● **PROBLEM TO WORK ON**: Each line below should be restated word for word.
^^^^^^^^
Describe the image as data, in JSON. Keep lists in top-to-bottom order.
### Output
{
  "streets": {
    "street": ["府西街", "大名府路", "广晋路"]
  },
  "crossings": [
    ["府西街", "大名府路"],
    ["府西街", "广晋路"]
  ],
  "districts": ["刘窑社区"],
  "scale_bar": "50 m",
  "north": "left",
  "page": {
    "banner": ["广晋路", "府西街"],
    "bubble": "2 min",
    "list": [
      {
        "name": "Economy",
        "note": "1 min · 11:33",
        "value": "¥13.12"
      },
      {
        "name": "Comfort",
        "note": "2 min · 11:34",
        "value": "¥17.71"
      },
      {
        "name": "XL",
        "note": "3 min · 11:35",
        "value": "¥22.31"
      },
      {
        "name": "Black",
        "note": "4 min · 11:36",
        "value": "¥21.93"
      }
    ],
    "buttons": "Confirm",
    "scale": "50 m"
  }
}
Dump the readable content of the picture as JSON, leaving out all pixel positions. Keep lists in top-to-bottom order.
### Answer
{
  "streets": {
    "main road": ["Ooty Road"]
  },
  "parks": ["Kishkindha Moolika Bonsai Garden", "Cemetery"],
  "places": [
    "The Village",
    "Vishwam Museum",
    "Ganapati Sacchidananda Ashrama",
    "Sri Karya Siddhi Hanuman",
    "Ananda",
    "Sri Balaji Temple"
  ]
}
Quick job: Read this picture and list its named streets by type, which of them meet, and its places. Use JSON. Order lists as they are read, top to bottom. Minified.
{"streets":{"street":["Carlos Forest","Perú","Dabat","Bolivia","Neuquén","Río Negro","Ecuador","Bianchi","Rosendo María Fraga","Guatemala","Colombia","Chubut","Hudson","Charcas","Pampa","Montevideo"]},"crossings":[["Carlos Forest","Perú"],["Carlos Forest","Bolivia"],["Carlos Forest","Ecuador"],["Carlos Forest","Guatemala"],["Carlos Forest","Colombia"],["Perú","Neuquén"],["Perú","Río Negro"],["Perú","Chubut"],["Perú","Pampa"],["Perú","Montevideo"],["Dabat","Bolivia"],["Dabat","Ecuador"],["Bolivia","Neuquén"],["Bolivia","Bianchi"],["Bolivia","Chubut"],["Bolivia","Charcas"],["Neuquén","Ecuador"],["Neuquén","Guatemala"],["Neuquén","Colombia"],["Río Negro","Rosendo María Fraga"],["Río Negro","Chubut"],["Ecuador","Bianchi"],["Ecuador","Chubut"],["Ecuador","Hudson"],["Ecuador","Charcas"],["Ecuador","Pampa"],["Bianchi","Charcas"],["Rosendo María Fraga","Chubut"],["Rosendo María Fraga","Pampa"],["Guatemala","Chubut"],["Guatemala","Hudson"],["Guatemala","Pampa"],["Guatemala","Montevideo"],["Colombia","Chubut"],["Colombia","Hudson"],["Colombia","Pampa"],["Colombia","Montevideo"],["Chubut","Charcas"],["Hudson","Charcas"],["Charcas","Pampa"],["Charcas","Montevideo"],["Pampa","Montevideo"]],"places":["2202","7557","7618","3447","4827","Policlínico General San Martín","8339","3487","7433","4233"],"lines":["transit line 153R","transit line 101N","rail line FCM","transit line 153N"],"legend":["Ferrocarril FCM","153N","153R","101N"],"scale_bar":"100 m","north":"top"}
^^^^^^^^
● **RESPONSE FOR THIS EXERCISE**:
Describe the image as data, in JSON. Keep lists in top-to-bottom order.
### Output
{
  "streets": {
    "street": ["府西街", "大名府路", "广晋路"]
  },
  "crossings": [
    ["府西街", "大名府路"],
    ["府西街", "广晋路"]
  ],
  "districts": ["刘窑社区"],
  "scale_bar": "50 m",
  "north": "left",
  "page": {
    "banner": ["广晋路", "府西街"],
    "bubble": "2 min",
    "list": [
      {
        "name": "Economy",
        "note": "1 min · 11:33",
        "value": "¥13.12"
      },
      {
        "name": "Comfort",
        "note": "2 min · 11:34",
        "value": "¥17.71"
      },
      {
        "name": "XL",
        "note": "3 min · 11:35",
        "value": "¥22.31"
      },
      {
        "name": "Black",
        "note": "4 min · 11:36",
        "value": "¥21.93"
      }
    ],
    "buttons": "Confirm",
    "scale": "50 m"
  }
}
Dump the readable content of the picture as JSON, leaving out all pixel positions. Keep lists in top-to-bottom order.
### Answer
{
  "streets": {
    "main road": ["Ooty Road"]
  },
  "parks": ["Kishkindha Moolika Bonsai Garden", "Cemetery"],
  "places": [
    "The Village",
    "Vishwam Museum",
    "Ganapati Sacchidananda Ashrama",
    "Sri Karya Siddhi Hanuman",
    "Ananda",
    "Sri Balaji Temple"
  ]
}
Quick job: Read this picture and list its named streets by type, which of them meet, and its places. Use JSON. Order lists as they are read, top to bottom. Minified.
{"streets":{"street":["Carlos Forest","Perú","Dabat","Bolivia","Neuquén","Río Negro","Ecuador","Bianchi","Rosendo María Fraga","Guatemala","Colombia","Chubut","Hudson","Charcas","Pampa","Montevideo"]},"crossings":[["Carlos Forest","Perú"],["Carlos Forest","Bolivia"],["Carlos Forest","Ecuador"],["Carlos Forest","Guatemala"],["Carlos Forest","Colombia"],["Perú","Neuquén"],["Perú","Río Negro"],["Perú","Chubut"],["Perú","Pampa"],["Perú","Montevideo"],["Dabat","Bolivia"],["Dabat","Ecuador"],["Bolivia","Neuquén"],["Bolivia","Bianchi"],["Bolivia","Chubut"],["Bolivia","Charcas"],["Neuquén","Ecuador"],["Neuquén","Guatemala"],["Neuquén","Colombia"],["Río Negro","Rosendo María Fraga"],["Río Negro","Chubut"],["Ecuador","Bianchi"],["Ecuador","Chubut"],["Ecuador","Hudson"],["Ecuador","Charcas"],["Ecuador","Pampa"],["Bianchi","Charcas"],["Rosendo María Fraga","Chubut"],["Rosendo María Fraga","Pampa"],["Guatemala","Chubut"],["Guatemala","Hudson"],["Guatemala","Pampa"],["Guatemala","Montevideo"],["Colombia","Chubut"],["Colombia","Hudson"],["Colombia","Pampa"],["Colombia","Montevideo"],["Chubut","Charcas"],["Hudson","Charcas"],["Charcas","Pampa"],["Charcas","Montevideo"],["Pampa","Montevideo"]],"places":["2202","7557","7618","3447","4827","Policlínico General San Martín","8339","3487","7433","4233"],"lines":["transit line 153R","transit line 101N","rail line FCM","transit line 153N"],"legend":["Ferrocarril FCM","153N","153R","101N"],"scale_bar":"100 m","north":"top"}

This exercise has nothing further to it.